To give you some idea of what it takes to watch Bill Moyers on WGBH at our house now, picture trying to follow the intelligent and witty dialogue between, say, Bill Moyers and Robert Reich while holding your left hand in the middle of the antenna assembly and waving your left arm back and forth  in the air whenever the sound or picture falters. Imagine watching the faces of the people on the screen melt periodically into caricatures that Picasso would have been hard pressed to come up with. Go into the kitchen for a cup of tea, and the sound cuts out in the middle of the most fascinating sound-bite of the evening. It's much harder than listening to Radio Denmark on short wave on a frequency right next to Radio Moscow, in a tent in Alaska with dogs howling outside (the closest comparison I can make). There is no chance of just  lying down in front of the screen as if it were a fireplace and drifting off to sleep watching Dr. Who; that's just a fond memory... sigh!

Our house is beyond the range of cable TV, so even if we wanted to fork over an extra 30 to 60 dollars a month for a decent selection of programming, we couldn't. I don't think a satellite dish would be much cheaper than cable, and the trees around our house would probably make it impossible to install successfully.

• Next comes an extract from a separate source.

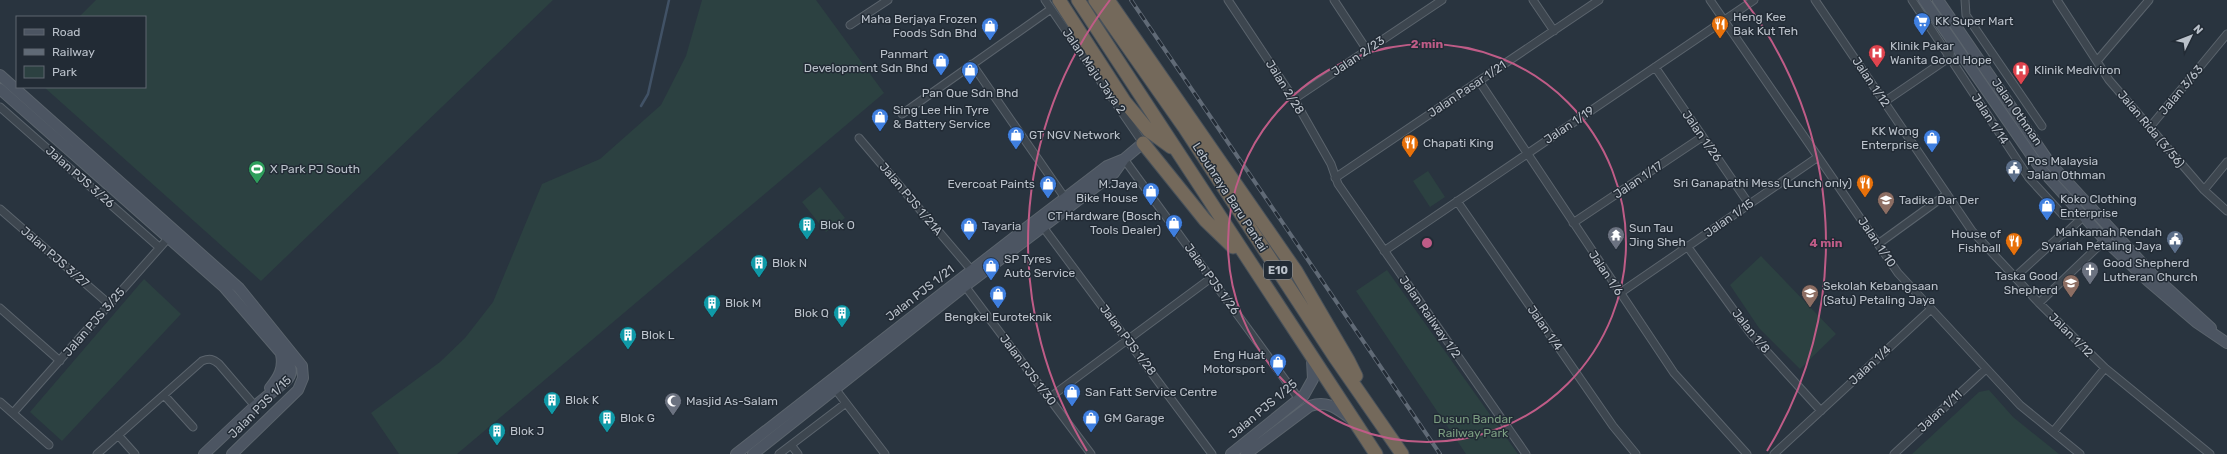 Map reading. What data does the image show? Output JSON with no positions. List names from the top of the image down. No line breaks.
{"streets":{"highway":["Lebuhraya Baru Pantai","E10"],"main road":["Jalan Othman","Jalan PJS 1/21","Jalan PJS 1/15","Jalan PJS 1/25"],"street":["Jalan 2/23","Jalan Maju Jaya 2","Jalan 1/12","Jalan 2/28","Jalan Pasar 1/21","Jalan 3/63","Jalan 1/14","Jalan 1/19","Jalan Rida (3/56)","Jalan 1/26","Jalan PJS 3/26","Jalan 1/17","Jalan PJS 1/21A","Jalan 1/15","Jalan 1/10","Jalan PJS 3/27","Jalan 1/6","Jalan PJS 1/26","Jalan Railway 1/2","Jalan PJS 3/25","Jalan 1/4","Jalan 1/8","Jalan PJS 1/28","Jalan PJS 1/30","Jalan 1/11"]},"crossings":[["Jalan 2/23","Jalan 2/28"],["Jalan Maju Jaya 2","Jalan PJS 1/21"],["Jalan 2/28","Jalan Pasar 1/21"],["Jalan 2/28","Jalan Railway 1/2"],["Jalan Pasar 1/21","Jalan 1/6"],["Jalan Pasar 1/21","Jalan Railway 1/2"],["Jalan 3/63","Jalan Rida (3/56)"],["Jalan Othman","Jalan 1/14"],["Jalan 1/19","Jalan 1/26"],["Jalan 1/19","Jalan 1/10"],["Jalan 1/19","Jalan 1/6"],["Jalan 1/19","Jalan Railway 1/2"],["Jalan 1/19","Jalan 1/4"],["Jalan 1/26","Jalan 1/17"],["Jalan 1/26","Jalan 1/15"],["Jalan PJS 3/26","Jalan PJS 3/25"],["Jalan 1/17","Jalan 1/6"],["Lebuhraya Baru Pantai","Jalan PJS 1/25"],["Jalan PJS 1/21A","Jalan PJS 1/21"],["Jalan 1/15","Jalan 1/10"],["Jalan 1/15","Jalan 1/6"],["Jalan 1/15","Jalan 1/8"],["Jalan 1/10","Jalan 1/4"],["Jalan 1/10","Jalan 1/11"],["Jalan PJS 3/27","Jalan PJS 3/25"],["Jalan PJS 1/26","Jalan PJS 1/21"],["Jalan PJS 1/26","Jalan PJS 1/25"],["Jalan PJS 1/21","Jalan PJS 1/28"],["Jalan PJS 1/21","Jalan PJS 1/30"],["Jalan 1/4","Jalan 1/8"]],"parks":["Dusun Bandar Railway Park"],"places":{"supermarket":["KK Super Mart"],"restaurant":["Heng Kee Bak Kut Teh","Chapati King","Sri Ganapathi Mess (Lunch only)","House of Fishball"],"shop":["Maha Berjaya Frozen Foods Sdn Bhd","Panmart Development Sdn Bhd","Pan Que Sdn Bhd","Sing Lee Hin Tyre & Battery Service","GT NGV Network","KK Wong Enterprise","Evercoat Paints","M.Jaya Bike House","Koko Clothing Enterprise","CT Hardware (Bosch Tools Dealer)","Tayaria","SP Tyres Auto Service","Bengkel Euroteknik","Eng Huat Motorsport","San Fatt Service Centre","GM Garage"],"hospital":["Klinik Pakar Wanita Good Hope","Klinik Mediviron"],"public building":["Pos Malaysia Jalan Othman","Mahkamah Rendah Syariah Petaling Jaya"],"sports":["X Park PJ South"],"school or university":["Tadika Dar Der","Taska Good Shepherd","Sekolah Kebangsaan (Satu) Petaling Jaya"],"building":["Blok O","Blok N","Blok M","Blok Q","Blok L","Blok K","Blok G","Blok J"],"temple":["Sun Tau Jing Sheh"],"church":["Good Shepherd Lutheran Church"],"mosque":["Masjid As-Salam"]},"legend":["Road","Railway","Park"],"north":"top right","rings":["2 min","4 min"]}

We already have DSL, and since we are already paying for that connectivity, adding another monthly expense would seem foolish and unsustainable. I keep thinking that if only the TV stations (or at least the ones I care about) would start streaming live programs the way most radio stations now do, we could watch our TV on the computer screen. In the meantime, we still have radio and DVD rentals and "Democracy Now" to fill in parts of the gaping hole left by over-the-air-TV. The Fire-Sign-Theater phrase "Oh well, there goes the buffalo, but we still have our land and our family and the black stuff coming up out of the ground... Black stuff coming out of the ground!!!"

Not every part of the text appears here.